DATA TO PROCESS section start
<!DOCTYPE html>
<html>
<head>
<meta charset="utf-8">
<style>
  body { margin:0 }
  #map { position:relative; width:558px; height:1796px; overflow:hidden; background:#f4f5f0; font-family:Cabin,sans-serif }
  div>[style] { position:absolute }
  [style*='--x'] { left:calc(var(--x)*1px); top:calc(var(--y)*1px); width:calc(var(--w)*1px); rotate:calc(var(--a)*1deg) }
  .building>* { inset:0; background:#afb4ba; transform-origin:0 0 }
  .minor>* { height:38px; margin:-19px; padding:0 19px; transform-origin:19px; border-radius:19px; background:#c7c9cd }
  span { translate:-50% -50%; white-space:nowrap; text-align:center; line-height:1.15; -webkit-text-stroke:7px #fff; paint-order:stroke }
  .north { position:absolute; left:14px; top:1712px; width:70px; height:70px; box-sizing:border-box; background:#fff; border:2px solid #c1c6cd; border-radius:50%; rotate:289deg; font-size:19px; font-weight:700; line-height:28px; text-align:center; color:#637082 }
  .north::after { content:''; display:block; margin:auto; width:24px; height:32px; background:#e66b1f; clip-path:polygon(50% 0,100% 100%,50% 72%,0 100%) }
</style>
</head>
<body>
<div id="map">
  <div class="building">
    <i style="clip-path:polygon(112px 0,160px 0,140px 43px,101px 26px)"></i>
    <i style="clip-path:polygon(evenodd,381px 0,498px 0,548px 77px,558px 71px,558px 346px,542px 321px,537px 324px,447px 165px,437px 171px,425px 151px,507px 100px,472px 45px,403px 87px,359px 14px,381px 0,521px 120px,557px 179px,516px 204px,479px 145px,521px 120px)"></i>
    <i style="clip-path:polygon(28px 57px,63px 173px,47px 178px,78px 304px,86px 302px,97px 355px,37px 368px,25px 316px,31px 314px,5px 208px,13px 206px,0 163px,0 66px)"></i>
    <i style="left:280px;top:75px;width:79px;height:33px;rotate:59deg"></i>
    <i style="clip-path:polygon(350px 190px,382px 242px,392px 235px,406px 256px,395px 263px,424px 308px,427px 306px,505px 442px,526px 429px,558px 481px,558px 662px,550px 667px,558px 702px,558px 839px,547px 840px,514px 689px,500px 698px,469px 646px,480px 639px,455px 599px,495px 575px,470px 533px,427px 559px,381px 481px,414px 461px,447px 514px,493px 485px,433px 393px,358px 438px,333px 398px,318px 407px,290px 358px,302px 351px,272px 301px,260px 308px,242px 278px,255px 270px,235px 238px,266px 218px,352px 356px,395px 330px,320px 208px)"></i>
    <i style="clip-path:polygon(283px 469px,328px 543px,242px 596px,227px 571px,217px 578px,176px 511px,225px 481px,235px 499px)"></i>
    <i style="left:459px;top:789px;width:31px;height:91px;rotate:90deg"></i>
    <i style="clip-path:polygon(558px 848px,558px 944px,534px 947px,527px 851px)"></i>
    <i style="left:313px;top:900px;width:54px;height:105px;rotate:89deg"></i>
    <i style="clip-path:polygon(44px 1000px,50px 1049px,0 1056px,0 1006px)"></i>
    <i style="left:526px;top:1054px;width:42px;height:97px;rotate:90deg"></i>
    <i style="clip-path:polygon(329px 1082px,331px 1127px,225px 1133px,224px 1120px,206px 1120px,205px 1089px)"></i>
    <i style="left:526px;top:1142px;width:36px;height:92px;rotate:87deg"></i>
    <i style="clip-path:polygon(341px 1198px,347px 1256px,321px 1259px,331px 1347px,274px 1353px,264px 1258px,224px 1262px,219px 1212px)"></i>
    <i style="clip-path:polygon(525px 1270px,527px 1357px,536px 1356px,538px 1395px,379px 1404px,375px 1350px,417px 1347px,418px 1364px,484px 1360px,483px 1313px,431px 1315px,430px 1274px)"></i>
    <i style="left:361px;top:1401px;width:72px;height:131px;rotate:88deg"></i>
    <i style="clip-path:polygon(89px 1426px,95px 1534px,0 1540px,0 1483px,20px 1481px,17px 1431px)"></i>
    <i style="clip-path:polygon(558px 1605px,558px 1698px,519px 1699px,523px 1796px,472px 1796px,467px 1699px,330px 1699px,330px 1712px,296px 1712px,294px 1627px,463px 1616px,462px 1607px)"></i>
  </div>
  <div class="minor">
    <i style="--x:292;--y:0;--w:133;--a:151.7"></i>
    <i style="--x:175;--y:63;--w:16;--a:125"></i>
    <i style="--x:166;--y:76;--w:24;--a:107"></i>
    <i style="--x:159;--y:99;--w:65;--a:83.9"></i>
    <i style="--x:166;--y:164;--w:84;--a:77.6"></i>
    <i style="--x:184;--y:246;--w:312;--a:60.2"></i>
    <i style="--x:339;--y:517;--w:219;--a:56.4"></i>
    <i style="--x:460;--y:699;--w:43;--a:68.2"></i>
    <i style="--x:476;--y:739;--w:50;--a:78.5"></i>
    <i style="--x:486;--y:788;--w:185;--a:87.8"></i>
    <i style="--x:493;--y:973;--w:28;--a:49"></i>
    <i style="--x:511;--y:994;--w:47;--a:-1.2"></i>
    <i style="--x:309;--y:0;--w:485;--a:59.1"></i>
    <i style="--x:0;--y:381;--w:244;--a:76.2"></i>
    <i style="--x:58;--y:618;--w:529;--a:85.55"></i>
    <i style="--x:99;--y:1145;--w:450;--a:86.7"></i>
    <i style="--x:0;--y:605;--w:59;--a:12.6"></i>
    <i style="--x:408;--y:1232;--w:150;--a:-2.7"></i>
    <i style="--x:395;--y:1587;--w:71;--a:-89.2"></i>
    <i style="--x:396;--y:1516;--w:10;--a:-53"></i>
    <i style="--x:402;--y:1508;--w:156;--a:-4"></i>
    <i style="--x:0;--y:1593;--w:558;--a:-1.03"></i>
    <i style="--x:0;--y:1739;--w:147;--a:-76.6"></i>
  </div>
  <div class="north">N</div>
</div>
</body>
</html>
DATA TO PROCESS section end
> AIM OF THE EXERCISE: Here the job is to set down exactly the lines of the material above that fall between the one with "inset:0; background:#afb4ba; transform-origin:0" and the one with "position:absolute; left:14px; top:1712px;", inclusive, and nothing beyond them.

> RESPONSE FOR THIS EXERCISE:
  .building>* { inset:0; background:#afb4ba; transform-origin:0 0 }
  .minor>* { height:38px; margin:-19px; padding:0 19px; transform-origin:19px; border-radius:19px; background:#c7c9cd }
  span { translate:-50% -50%; white-space:nowrap; text-align:center; line-height:1.15; -webkit-text-stroke:7px #fff; paint-order:stroke }
  .north { position:absolute; left:14px; top:1712px; width:70px; height:70px; box-sizing:border-box; background:#fff; border:2px solid #c1c6cd; border-radius:50%; rotate:289deg; font-size:19px; font-weight:700; line-height:28px; text-align:center; color:#637082 }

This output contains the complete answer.